Saved data entries:
■ ■ ■ ■ ■
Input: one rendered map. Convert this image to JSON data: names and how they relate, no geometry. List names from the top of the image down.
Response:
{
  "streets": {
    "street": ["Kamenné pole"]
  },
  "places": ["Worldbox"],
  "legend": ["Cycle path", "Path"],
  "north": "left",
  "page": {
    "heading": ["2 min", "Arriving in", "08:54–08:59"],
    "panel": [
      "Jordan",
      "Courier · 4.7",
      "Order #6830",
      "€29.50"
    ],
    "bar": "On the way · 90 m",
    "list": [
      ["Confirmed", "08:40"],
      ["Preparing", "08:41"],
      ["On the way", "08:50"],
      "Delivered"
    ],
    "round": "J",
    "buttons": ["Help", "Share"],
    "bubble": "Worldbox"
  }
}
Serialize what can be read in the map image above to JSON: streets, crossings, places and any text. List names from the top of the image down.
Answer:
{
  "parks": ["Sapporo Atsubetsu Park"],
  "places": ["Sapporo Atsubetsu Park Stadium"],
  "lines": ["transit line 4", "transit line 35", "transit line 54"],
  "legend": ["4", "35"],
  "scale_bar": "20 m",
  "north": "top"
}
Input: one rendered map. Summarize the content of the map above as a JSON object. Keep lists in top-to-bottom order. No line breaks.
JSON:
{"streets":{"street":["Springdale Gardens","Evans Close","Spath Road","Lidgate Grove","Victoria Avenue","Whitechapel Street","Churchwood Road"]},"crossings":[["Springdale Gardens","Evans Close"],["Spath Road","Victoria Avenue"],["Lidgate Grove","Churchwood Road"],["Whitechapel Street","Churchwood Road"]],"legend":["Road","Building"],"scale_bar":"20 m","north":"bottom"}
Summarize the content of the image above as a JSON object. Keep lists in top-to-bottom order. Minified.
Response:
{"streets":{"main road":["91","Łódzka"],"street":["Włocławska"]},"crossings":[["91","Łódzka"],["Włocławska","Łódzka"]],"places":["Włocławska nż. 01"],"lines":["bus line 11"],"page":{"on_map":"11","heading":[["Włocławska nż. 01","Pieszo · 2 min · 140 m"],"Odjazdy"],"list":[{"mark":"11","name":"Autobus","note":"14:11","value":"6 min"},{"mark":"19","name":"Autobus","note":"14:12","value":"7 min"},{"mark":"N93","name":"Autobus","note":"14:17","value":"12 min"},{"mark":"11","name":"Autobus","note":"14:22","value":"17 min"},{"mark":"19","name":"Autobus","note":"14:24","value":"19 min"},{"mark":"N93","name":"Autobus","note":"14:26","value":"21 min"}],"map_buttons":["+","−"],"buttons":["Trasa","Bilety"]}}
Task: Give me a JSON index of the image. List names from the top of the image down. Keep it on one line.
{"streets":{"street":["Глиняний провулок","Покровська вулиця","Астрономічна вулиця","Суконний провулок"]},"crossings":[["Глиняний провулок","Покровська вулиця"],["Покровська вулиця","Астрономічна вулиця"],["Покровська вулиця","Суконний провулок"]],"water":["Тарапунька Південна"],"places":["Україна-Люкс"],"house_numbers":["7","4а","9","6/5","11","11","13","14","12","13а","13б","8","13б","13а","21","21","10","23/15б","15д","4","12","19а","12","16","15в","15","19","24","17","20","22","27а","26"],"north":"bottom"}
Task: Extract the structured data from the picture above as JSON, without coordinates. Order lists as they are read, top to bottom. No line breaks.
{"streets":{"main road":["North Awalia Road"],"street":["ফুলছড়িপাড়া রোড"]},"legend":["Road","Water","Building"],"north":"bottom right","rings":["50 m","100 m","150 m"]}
■ ■ ■ ■ ■
(WORK ORDER): All lines above containing the string "rendered" are to be collected.

(SOLUTION TO THE PROBLEM):
Input: one rendered map. Convert this image to JSON data: names and how they relate, no geometry. List names from the top of the image down.
Input: one rendered map. Summarize the content of the map above as a JSON object. Keep lists in top-to-bottom order. No line breaks.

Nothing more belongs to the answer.